What you need to do:
No pictures should appear in the copy; otherwise retype the entries exactly.

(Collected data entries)
______________________________

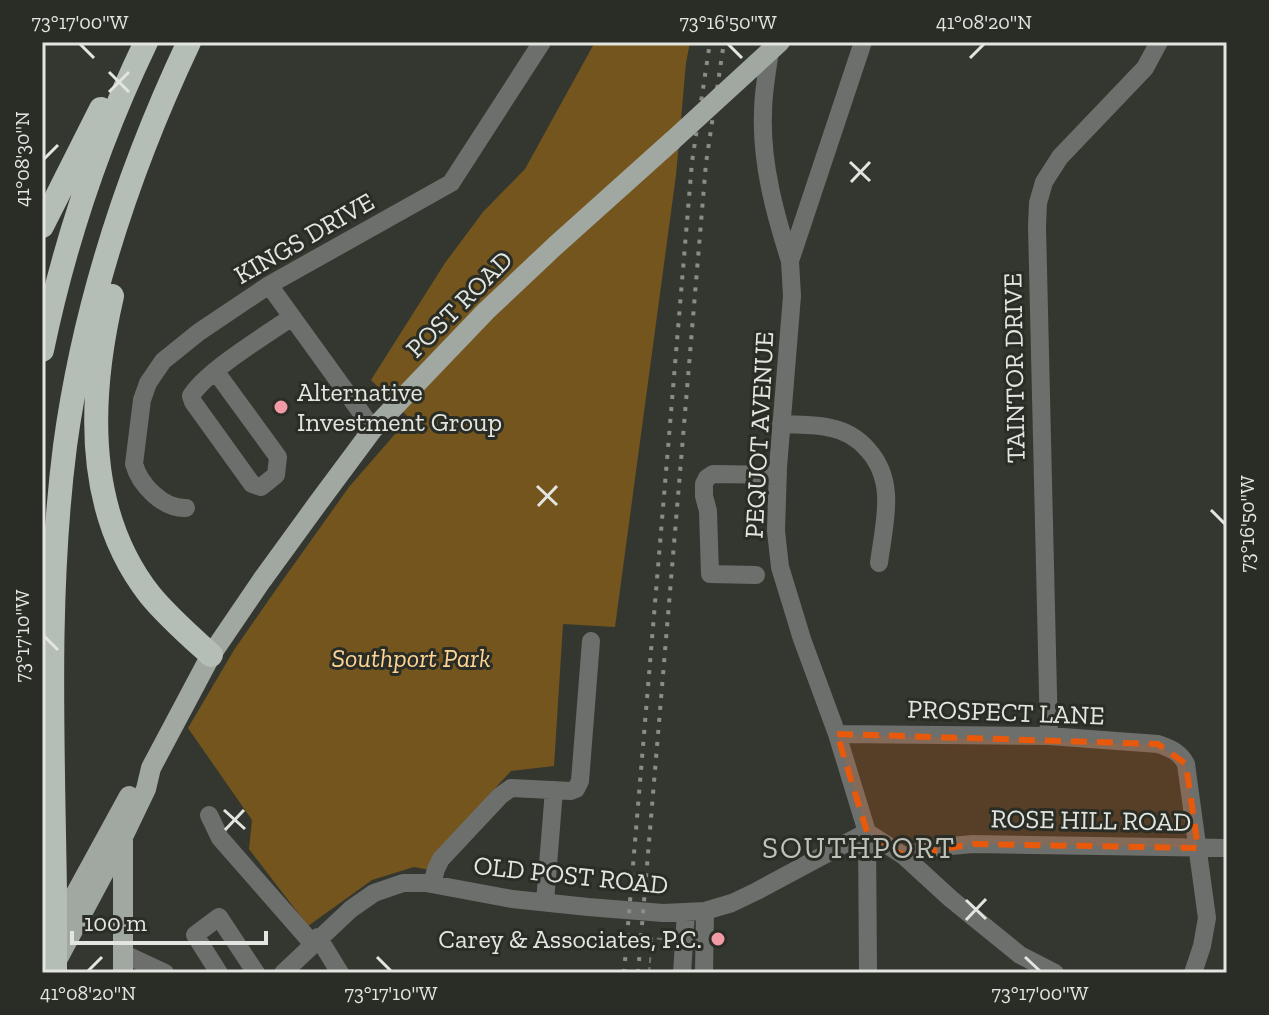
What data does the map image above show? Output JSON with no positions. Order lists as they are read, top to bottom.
{
  "streets": {
    "main road": ["POST ROAD"],
    "street": [
      "KINGS DRIVE",
      "TAINTOR DRIVE",
      "PEQUOT AVENUE",
      "PROSPECT LANE",
      "ROSE HILL ROAD",
      "OLD POST ROAD"
    ]
  },
  "crossings": [
    ["TAINTOR DRIVE", "PROSPECT LANE"],
    ["PEQUOT AVENUE", "PROSPECT LANE"],
    ["PEQUOT AVENUE", "OLD POST ROAD"],
    ["PROSPECT LANE", "ROSE HILL ROAD"]
  ],
  "districts": ["SOUTHPORT"],
  "parks": ["Southport Park"],
  "places": ["Alternative Investment Group", "Carey & Associates, P.C."],
  "scale_bar": "100 m",
  "coordinates": [
    "73°17'00\"W",
    "73°16'50\"W",
    "41°08'20\"N",
    "41°08'30\"N",
    "73°17'10\"W"
  ]
}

______________________________

Task response:
What data does the map image above show? Output JSON with no positions. Order lists as they are read, top to bottom.
{
  "streets": {
    "main road": ["POST ROAD"],
    "street": [
      "KINGS DRIVE",
      "TAINTOR DRIVE",
      "PEQUOT AVENUE",
      "PROSPECT LANE",
      "ROSE HILL ROAD",
      "OLD POST ROAD"
    ]
  },
  "crossings": [
    ["TAINTOR DRIVE", "PROSPECT LANE"],
    ["PEQUOT AVENUE", "PROSPECT LANE"],
    ["PEQUOT AVENUE", "OLD POST ROAD"],
    ["PROSPECT LANE", "ROSE HILL ROAD"]
  ],
  "districts": ["SOUTHPORT"],
  "parks": ["Southport Park"],
  "places": ["Alternative Investment Group", "Carey & Associates, P.C."],
  "scale_bar": "100 m",
  "coordinates": [
    "73°17'00\"W",
    "73°16'50\"W",
    "41°08'20\"N",
    "41°08'30\"N",
    "73°17'10\"W"
  ]
}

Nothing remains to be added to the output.